La France est pleine de bonnes intentions vis-à-vis des personnes en situation de handicap, « des citoyens qui ont droit à une vie de dignité, une vie de liberté, une vie comme les autres au milieu des autres », comme le soulignait le président de la République le 11 février 2020. Que sait-on au fond de ces personnes dont le nombre approche six millions, si l’on ne prend en compte que les 15-64 ans [1] ? Et que sait-on des inégalités qu’elles subissent tous les jours par rapport au reste de la population ? Comme souvent dans notre pays, le contraste est immense entre les discours généreux et les moyens que l’on se donne pour connaître réellement les faits.

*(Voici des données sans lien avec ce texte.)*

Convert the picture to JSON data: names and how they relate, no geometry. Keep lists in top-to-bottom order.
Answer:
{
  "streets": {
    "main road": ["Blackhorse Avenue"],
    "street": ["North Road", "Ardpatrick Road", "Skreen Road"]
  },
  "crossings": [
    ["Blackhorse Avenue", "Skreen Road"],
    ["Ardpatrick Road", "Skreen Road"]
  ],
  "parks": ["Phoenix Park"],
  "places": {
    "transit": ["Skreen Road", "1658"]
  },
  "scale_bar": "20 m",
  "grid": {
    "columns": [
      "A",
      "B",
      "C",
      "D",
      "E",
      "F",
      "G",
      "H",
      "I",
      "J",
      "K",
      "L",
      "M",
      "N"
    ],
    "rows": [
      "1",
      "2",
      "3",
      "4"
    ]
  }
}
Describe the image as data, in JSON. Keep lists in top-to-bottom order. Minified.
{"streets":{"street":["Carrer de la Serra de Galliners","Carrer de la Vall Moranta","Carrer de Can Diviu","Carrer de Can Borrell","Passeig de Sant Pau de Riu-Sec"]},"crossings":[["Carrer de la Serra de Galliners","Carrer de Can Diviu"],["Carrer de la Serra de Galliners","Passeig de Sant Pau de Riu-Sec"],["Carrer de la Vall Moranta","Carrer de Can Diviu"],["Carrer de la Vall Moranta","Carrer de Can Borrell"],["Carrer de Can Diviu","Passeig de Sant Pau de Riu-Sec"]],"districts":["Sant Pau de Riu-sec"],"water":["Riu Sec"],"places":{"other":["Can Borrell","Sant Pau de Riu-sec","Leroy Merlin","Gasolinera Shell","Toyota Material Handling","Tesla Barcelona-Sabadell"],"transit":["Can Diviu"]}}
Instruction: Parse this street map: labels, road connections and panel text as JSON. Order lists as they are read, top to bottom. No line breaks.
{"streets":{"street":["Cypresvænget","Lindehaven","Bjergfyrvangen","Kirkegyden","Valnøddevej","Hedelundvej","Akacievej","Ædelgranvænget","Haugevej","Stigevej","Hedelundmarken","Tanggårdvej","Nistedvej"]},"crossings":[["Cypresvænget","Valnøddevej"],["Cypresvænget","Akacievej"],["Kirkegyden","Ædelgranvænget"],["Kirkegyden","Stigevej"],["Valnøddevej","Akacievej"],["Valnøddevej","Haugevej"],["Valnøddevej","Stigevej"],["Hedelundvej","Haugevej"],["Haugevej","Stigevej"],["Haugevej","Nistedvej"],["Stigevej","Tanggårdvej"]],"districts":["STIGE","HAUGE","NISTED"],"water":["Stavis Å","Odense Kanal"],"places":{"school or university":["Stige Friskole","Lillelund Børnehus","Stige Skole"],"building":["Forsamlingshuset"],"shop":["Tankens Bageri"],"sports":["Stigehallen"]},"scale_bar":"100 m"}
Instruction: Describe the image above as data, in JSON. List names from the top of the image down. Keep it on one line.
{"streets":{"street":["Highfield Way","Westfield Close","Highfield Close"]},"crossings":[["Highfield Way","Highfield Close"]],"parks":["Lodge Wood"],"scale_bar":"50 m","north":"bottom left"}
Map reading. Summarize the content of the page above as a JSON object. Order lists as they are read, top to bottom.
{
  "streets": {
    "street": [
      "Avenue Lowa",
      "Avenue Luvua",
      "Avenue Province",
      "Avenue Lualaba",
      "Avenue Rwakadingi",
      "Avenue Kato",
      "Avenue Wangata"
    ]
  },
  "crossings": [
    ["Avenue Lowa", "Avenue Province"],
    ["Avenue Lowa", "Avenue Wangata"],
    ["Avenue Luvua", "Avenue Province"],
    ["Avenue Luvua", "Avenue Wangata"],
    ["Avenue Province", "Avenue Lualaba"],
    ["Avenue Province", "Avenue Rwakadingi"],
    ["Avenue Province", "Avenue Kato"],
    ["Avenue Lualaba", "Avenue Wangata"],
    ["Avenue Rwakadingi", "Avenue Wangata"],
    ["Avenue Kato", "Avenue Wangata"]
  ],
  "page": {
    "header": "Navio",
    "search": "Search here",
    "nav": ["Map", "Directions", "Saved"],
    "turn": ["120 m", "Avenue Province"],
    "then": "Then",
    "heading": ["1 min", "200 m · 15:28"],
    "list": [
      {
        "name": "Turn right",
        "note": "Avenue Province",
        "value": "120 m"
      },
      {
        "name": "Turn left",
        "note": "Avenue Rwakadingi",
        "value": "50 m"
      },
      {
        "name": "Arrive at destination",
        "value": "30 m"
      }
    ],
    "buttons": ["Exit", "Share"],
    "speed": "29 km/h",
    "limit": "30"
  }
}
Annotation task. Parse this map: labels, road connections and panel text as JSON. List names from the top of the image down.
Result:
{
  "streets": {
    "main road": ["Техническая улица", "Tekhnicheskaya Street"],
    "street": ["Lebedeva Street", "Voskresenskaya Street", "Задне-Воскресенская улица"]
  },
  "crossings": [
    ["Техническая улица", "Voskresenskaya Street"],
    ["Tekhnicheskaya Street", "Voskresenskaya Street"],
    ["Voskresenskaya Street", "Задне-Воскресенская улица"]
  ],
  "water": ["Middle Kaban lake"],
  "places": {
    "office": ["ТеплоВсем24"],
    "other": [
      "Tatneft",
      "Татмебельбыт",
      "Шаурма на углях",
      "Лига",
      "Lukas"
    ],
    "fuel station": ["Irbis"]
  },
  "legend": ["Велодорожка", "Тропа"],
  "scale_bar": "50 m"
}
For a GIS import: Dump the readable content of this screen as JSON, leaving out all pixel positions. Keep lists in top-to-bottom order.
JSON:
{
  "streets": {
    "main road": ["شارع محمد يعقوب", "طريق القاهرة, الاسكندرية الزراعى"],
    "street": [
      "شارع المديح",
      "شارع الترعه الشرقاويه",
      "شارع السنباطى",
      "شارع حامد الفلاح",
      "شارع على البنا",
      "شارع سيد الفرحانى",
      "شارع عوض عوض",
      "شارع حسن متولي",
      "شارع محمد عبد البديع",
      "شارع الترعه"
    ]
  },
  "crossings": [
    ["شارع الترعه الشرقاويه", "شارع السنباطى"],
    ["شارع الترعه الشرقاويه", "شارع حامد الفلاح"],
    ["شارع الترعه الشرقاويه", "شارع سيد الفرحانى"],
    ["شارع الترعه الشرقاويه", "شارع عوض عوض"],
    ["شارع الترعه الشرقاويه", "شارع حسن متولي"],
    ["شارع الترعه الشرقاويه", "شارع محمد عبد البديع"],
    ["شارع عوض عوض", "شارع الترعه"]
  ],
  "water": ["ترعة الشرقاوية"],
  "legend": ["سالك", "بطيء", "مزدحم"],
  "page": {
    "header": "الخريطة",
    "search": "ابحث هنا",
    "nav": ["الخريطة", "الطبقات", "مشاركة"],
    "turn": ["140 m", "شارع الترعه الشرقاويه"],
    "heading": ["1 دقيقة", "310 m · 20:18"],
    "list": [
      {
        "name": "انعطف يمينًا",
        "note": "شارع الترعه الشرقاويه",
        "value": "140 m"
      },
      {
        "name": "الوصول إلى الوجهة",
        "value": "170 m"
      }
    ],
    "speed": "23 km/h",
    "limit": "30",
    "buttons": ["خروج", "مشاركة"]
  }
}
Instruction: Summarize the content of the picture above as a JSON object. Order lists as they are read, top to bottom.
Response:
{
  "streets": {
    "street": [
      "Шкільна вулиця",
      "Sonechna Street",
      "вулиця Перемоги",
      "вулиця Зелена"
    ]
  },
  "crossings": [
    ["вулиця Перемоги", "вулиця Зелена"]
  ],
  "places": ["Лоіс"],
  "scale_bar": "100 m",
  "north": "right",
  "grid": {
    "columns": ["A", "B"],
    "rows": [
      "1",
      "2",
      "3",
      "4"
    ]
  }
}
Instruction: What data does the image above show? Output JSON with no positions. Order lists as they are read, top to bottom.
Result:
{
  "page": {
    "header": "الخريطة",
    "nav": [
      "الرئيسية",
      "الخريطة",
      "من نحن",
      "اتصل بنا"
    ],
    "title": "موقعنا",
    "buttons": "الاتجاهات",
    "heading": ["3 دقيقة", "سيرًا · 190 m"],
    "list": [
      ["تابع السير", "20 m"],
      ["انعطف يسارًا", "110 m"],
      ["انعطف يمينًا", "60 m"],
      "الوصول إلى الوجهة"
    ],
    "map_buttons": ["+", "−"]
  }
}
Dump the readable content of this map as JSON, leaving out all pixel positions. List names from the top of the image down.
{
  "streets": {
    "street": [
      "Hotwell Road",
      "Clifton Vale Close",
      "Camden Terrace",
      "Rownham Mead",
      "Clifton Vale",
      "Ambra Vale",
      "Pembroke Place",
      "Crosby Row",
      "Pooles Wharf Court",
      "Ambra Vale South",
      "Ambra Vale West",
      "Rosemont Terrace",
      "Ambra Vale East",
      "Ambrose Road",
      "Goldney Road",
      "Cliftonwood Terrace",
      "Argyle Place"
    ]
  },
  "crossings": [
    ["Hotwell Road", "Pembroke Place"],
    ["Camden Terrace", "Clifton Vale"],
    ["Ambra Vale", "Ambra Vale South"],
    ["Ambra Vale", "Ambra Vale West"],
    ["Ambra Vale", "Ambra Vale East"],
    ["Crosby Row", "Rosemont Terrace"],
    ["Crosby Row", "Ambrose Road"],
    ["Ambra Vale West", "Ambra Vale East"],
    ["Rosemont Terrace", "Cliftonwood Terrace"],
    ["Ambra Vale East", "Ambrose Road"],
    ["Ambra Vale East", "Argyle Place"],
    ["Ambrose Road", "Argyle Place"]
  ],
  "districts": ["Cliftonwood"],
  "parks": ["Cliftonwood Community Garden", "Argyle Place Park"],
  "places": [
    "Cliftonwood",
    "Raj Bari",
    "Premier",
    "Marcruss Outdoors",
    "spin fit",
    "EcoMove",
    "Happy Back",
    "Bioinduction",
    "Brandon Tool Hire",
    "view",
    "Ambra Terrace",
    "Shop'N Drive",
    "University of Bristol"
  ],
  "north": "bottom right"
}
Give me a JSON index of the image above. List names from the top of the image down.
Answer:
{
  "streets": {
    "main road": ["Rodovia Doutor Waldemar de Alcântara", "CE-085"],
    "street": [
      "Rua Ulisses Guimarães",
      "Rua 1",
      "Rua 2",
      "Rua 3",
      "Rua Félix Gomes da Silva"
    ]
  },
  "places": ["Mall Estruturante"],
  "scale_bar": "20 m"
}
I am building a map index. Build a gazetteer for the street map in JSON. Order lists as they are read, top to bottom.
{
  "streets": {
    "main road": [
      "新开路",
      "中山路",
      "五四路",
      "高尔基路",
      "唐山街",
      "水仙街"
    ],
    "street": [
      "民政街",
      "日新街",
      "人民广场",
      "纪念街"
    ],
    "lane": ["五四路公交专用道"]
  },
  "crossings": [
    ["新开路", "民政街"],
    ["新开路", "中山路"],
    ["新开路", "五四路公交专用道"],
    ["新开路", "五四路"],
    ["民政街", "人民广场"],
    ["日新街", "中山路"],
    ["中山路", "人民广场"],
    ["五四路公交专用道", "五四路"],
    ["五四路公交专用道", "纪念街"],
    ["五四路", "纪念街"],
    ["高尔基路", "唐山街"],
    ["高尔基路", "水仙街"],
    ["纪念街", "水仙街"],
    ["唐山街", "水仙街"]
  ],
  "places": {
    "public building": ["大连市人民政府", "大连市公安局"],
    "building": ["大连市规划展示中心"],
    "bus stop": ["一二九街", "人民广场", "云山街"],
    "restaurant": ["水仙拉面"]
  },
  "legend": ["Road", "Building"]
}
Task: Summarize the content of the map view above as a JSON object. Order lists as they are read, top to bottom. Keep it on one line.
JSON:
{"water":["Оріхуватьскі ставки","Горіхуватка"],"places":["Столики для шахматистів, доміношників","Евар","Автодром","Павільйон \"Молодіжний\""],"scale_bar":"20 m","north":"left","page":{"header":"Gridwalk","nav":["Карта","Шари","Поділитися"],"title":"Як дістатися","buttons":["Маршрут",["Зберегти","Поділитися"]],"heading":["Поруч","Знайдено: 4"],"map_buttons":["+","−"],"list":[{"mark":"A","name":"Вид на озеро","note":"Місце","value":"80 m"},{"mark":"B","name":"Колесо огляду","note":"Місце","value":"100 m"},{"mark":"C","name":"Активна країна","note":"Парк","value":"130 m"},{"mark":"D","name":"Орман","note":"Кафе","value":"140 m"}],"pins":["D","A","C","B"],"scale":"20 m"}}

« Je constate un manque cruel de données et de statistiques sociodémographiques ventilées par handicap », s’inquiétait déjà, en octobre 2017, Catalina Devandas-Aguilar, la rapporteuse spéciale des Nations unies sur les droits des personnes handicapées [2]. « À titre d’exemple, le recensement national ne comporte aucune question sur le handicap et la dernière enquête Handicap-Santé [de l’Insee] remonte à 2008. On m’informe également que les données relatives aux personnes autistes en France sont limitées, voire inexistantes, ce qui permet difficilement d’alimenter la conception d’orientations et de solutions appropriées fondées sur les droits », précisait-t-elle. Et cela alors que la France doit répondre à des obligations en la matière au titre de l’article 31 de la Convention internationale des droits des personnes handicapées [3]. Les déclarations de la rapporteuse faisaient suite à une décision du Défenseur des droits, un mois auparavant [4], critiquant vertement le déficit d’information et l’absence de pilotage d’ensemble, soulignant notamment « un manque de données sur le nombre d’enfants et d’adultes handicapés, leur situation, leurs besoins et le niveau de satisfaction de ces besoins. De fait, la mesure de l’effectivité des droits est difficile à réaliser ».

Ce constat est partagé par l’Inspection générale des affaires sociales (Igas), un organisme de contrôle et d’expertise des politiques sociales, qui le souligne en 2020 dans un rapport [5] transmis au président de la République, au gouvernement et au Parlement, consacré à l’emploi des personnes handicapées. Les auteurs en livrent même la raison : « la réduction des budgets de fonctionnement des administrations publiques s’est traduite par l’espacement ou la non-reconduction d’enquêtes statistiques qui constituaient une base essentielle de la connaissance en matière de handicap. Il en résulte une obsolescence marquée dans la connaissance de ce champ de l’action publique ». Traduisons : faire des enquêtes, cela coûte cher. La réduction des dépenses publiques a des conséquences concrètes sur la connaissance du handicap, de plus en plus datée. Interrogé, le Conseil national de l’information statistique (Cnis), qui décide des grandes orientations des enquêtes publiques, renvoie la balle au service communication de l’Insee. Face à notre interrogation, l’Insee nous répond simplement : « nous n’avons pas d’expert du handicap », et renvoie à son tour la balle au service statistique du ministère des Solidarités en charge du dossier, qui, sans répondre sur les délais anormaux, nous renvoie une étude menée auprès des personnes âgées [6]. Notre institut national, dont par ailleurs on vante partout la qualité, dispose de plus de 5 000 agents, mais n’a pas jugé nécessaire d’embaucher « d’expert du handicap ».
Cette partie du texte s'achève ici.